Gini(temperature=hot) = 1-(2/4)²-(2/4)² = 0.5
Gini(temperature=cool) = 1-(3/4)²-(1/4)² = 0.375
Gini(temperature=mild) = 1-(4/6)²-(2/6)² = 0.445
Now, the weighted sum of Gini index for temperature features can be calculated as,
Gini(temperature)= (4/14) *0.5 + (4/14) *0.375 + (6/14) *0.445 =0.439
Similarly for Humidity
Humidity is a binary class feature , it can take two value high and normal.
Gini(humidity=high) = 1-(3/7)²-(4/7)² = 0.489
Gini(humidity=normal) = 1-(6/7)²-(1/7)² = 0.244
Now, the weighted sum of Gini index for humidity features can be calculated as,
Gini(humidity) = (7/14) *0.489 + (7/14) *0.244=0.367
Similarly for Wind
wind is a binary class feature , it can take two value weak and strong.
Gini(wind=weak)= 1-(6/8)²-(2/8)² = 0.375
Gini(wind=strong)= 1-(3/6)²-(3/6)²= 0.5
Now, the weighted sum of Gini index for wind features can be calculated as,
Gini(wind) = (8/14) *0.375 + (6/14) *0.5=0.428
Decision for root node
So,the final decision of all the features,
From table, you can seen that Gini index for outlook feature is lowest. So we get our root node.
Now, lets focus on sub data on sunny outlook feature. we need to find the Gini index for temperature, humidity and wind feature respectively.
Gini index for temperature on sunny outlook
Gini(outlook=sunny & temperature=hot) = 1-(0/2)²-(2/2)² = 0
Gini(outlook=sunny & temperature=cool) = 1-(1/1)²-(0/1)² = 0
Gini(outlook=sunny & temperature=mild) = 1-(1/2)²-(1/2)² = 0.5
Now, the weighted sum of Gini index for temperature on sunny outlook features can be calculated as,
Gini(outlook=sunny & temperature)= (2/5) *0 + (1/5) *0+ (2/5) *0.5 =0.2
Gini Index for humidity on sunny outlook
Gini(outlook=sunny & humidity=high) = 1-(0/3)²-(3/3)² = 0
Gini(outlook=sunny & humidity=normal) = 1-(2/2)²-(0/2)² = 0
Now, the weighted sum of Gini index for humidity on sunny outlook features can be calculated as,
Gini(outlook = sunny & humidity) = (3/5) *0 + (2/5) *0=0
Gini Index for wind on sunny outlook
Gini(outlook=sunny & wind=weak) = 1-(1/3)²-(2/3)² = 0.44
Gini(outlook=sunny & wind=strong) = 1-(1/2)²-(1/2)² = 0.5
Now, the weighted sum of Gini index for wind on sunny outlook features can be calculated as,
Gini(outlook = sunny and wind) = (3/5) *0.44 + (2/5) *0.5=0.266+0.2= 0.466
Decision on sunny outlook factor
we have calculated the Gini index of all the features when the outlook is sunny. You can infer that humidity has lowest value. so next node will be humidity.
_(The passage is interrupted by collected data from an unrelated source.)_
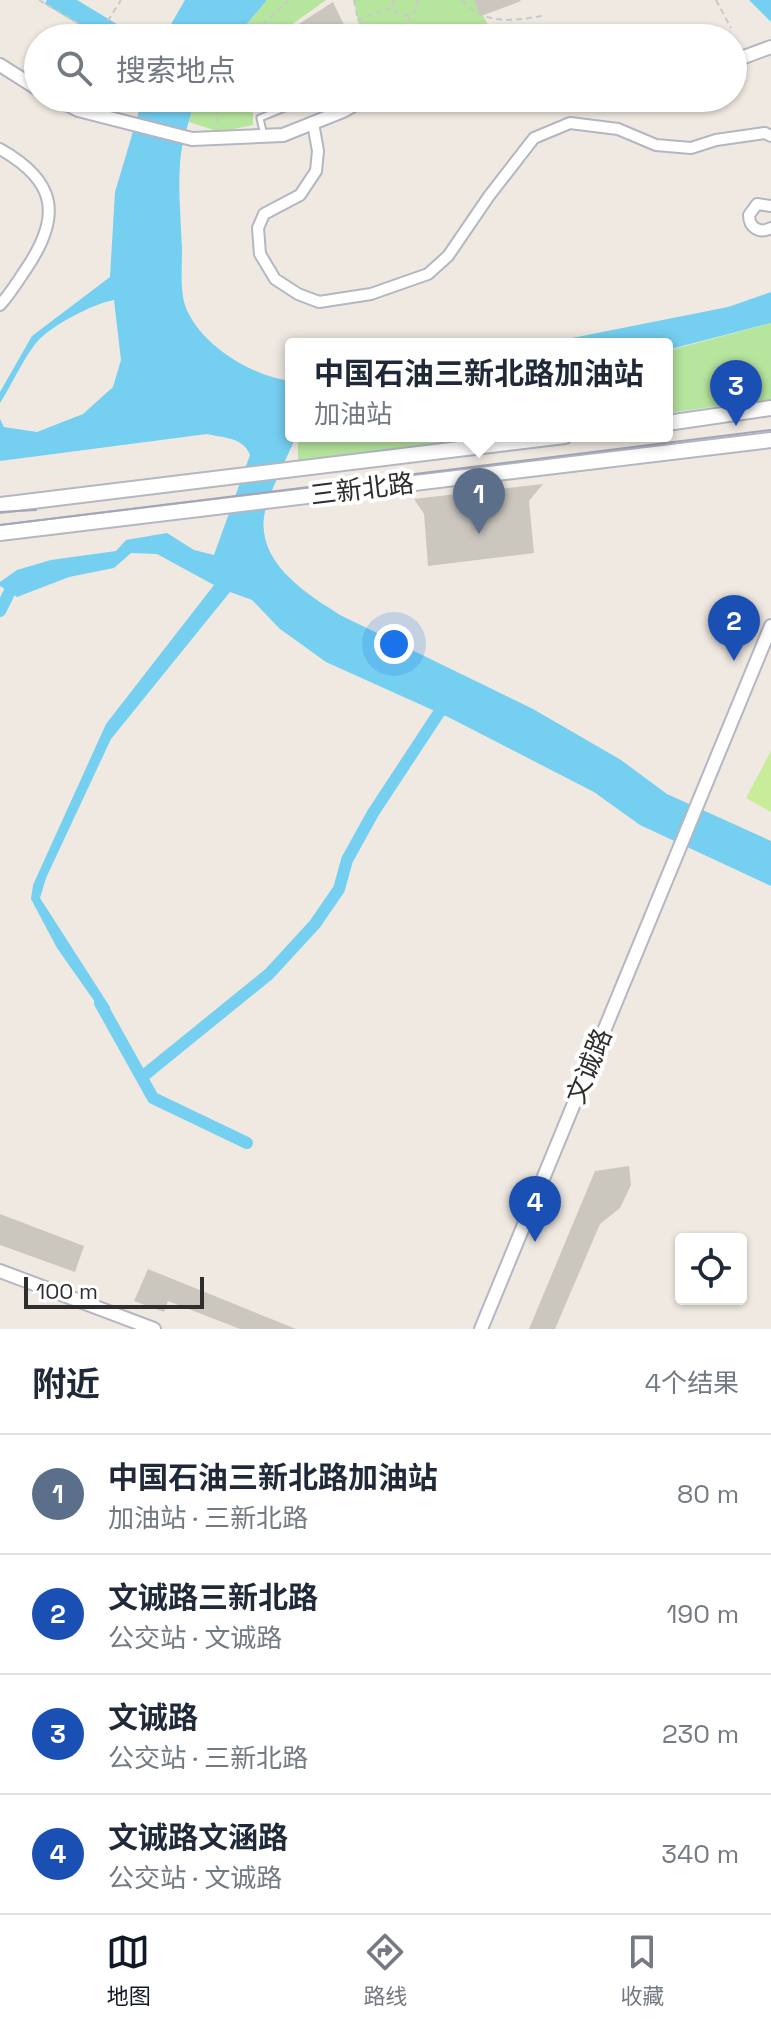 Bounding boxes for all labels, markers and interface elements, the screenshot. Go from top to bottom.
search box [24,24,747,112]
icon: search [52,46,96,90]
text: 搜索地点 [116,51,236,90]
popup [285,338,673,442]
text: 中国石油三新北路加油站 [314,354,644,393]
pin: 3 [710,360,762,426]
text: 加油站 [314,397,392,431]
street label: 三新北路 [308,466,416,512]
pin: 1 [453,468,505,534]
pin: 2 [708,595,760,661]
your location [374,624,414,664]
street label: 文诚路 [559,1023,619,1109]
pin: 4 [509,1176,561,1242]
map controls [675,1233,747,1305]
button: locate [675,1233,747,1305]
scale bar [24,1273,204,1309]
text: 100 m [36,1277,98,1305]
text: 附近 [32,1363,100,1406]
text: 4个结果 [645,1366,739,1400]
text: 中国石油三新北路加油站 [108,1458,438,1497]
text: 1 [52,1477,64,1511]
text: 80 m [677,1477,739,1511]
text: 加油站 · 三新北路 [108,1501,308,1535]
text: 文诚路三新北路 [108,1578,318,1617]
text: 2 [50,1597,66,1631]
text: 190 m [667,1597,739,1631]
text: 公交站 · 文诚路 [108,1621,282,1655]
text: 文诚路 [108,1698,198,1737]
text: 3 [50,1717,66,1751]
text: 230 m [662,1717,739,1751]
text: 公交站 · 三新北路 [108,1741,308,1775]
text: 文诚路文涵路 [108,1818,288,1857]
text: 4 [50,1837,66,1871]
text: 340 m [661,1837,739,1871]
text: 公交站 · 文诚路 [108,1861,282,1895]
tab: 地图 [106,1930,151,2010]
tab: 路线 [363,1930,408,2010]
tab: 收藏 [620,1930,665,2010] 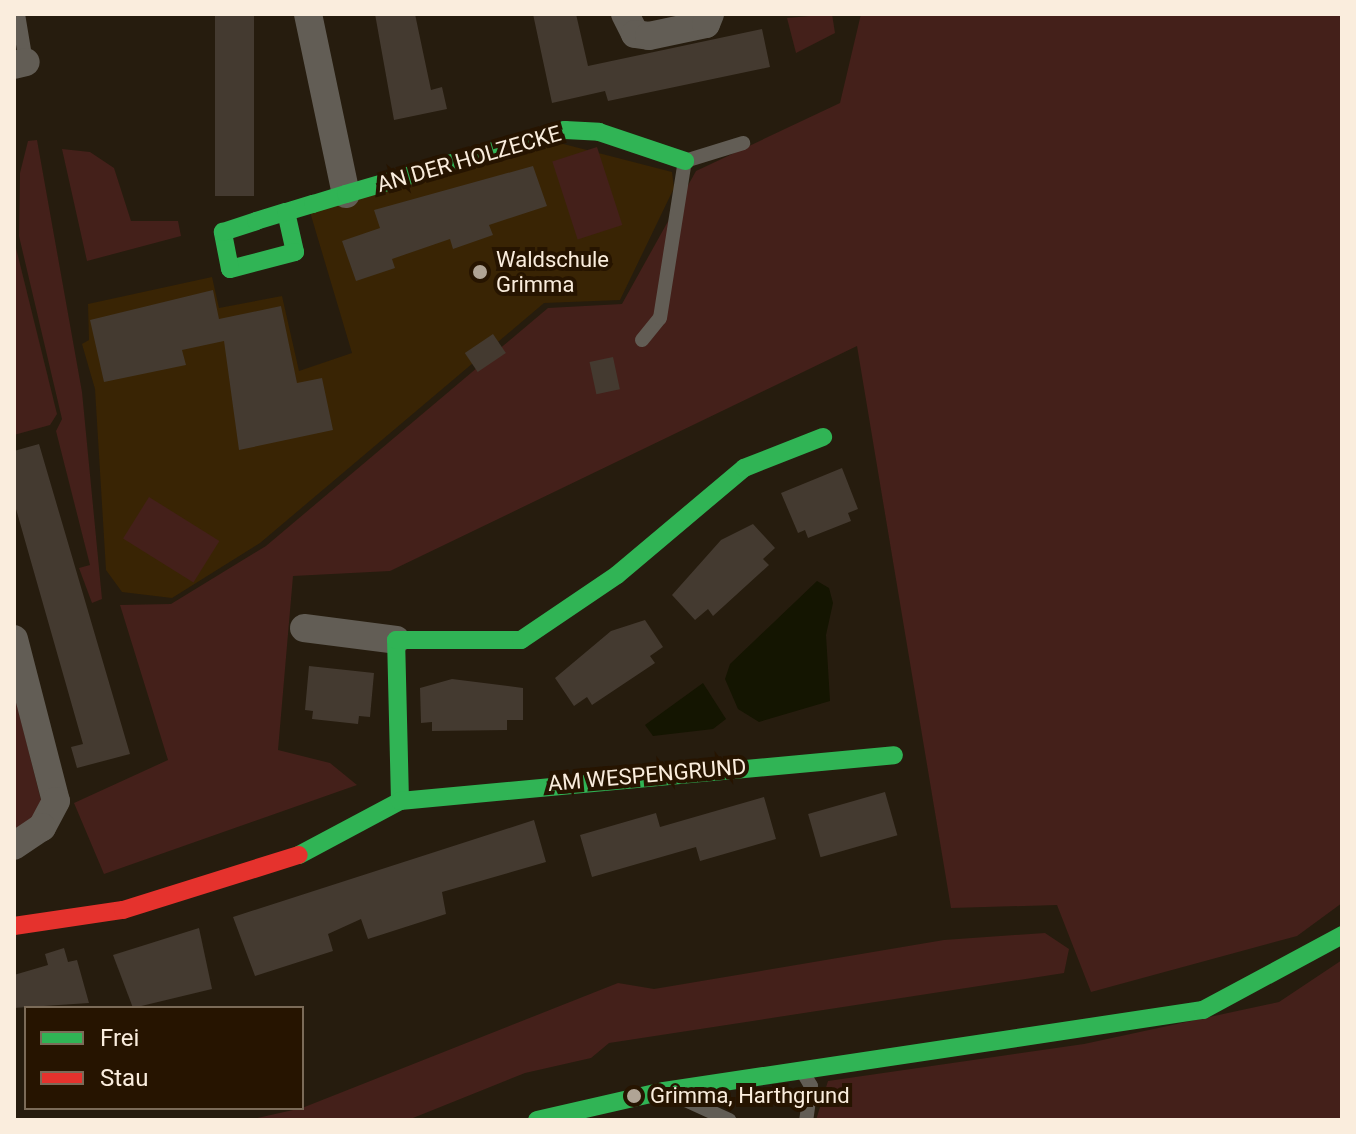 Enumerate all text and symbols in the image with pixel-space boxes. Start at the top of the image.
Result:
street label: AN DER HOLZECKE [374,120,564,198]
place label: Waldschule Grimma [496,246,609,298]
marker: Waldschule Grimma [471,263,489,281]
street label: AM WESPENGRUND [547,753,747,797]
legend [24,1006,304,1110]
text: Frei [100,1024,139,1052]
text: Stau [100,1064,148,1092]
place label: Grimma, Harthgrund [650,1083,850,1109]
marker: Grimma, Harthgrund [625,1087,643,1105]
Now,Lets focus on sub data for overcast outlook feature. and calculate till all dataset split is a same manner
So Final Decision Tree will be like above tree
ID3 (Iterative Dichotomiser)
D3(Iterative Dichotomiser 3): This solution uses Entropy and Information gain as metrics to form a better decision tree. The attribute with the highest information gain is used as a root node, and a similar approach is followed after that
Entropy varies from 0 to 1. 0 if all the data belong to a single class and 1 if the class distribution is equal.
- In this way, entropy will give a measure of impurity in the dataset.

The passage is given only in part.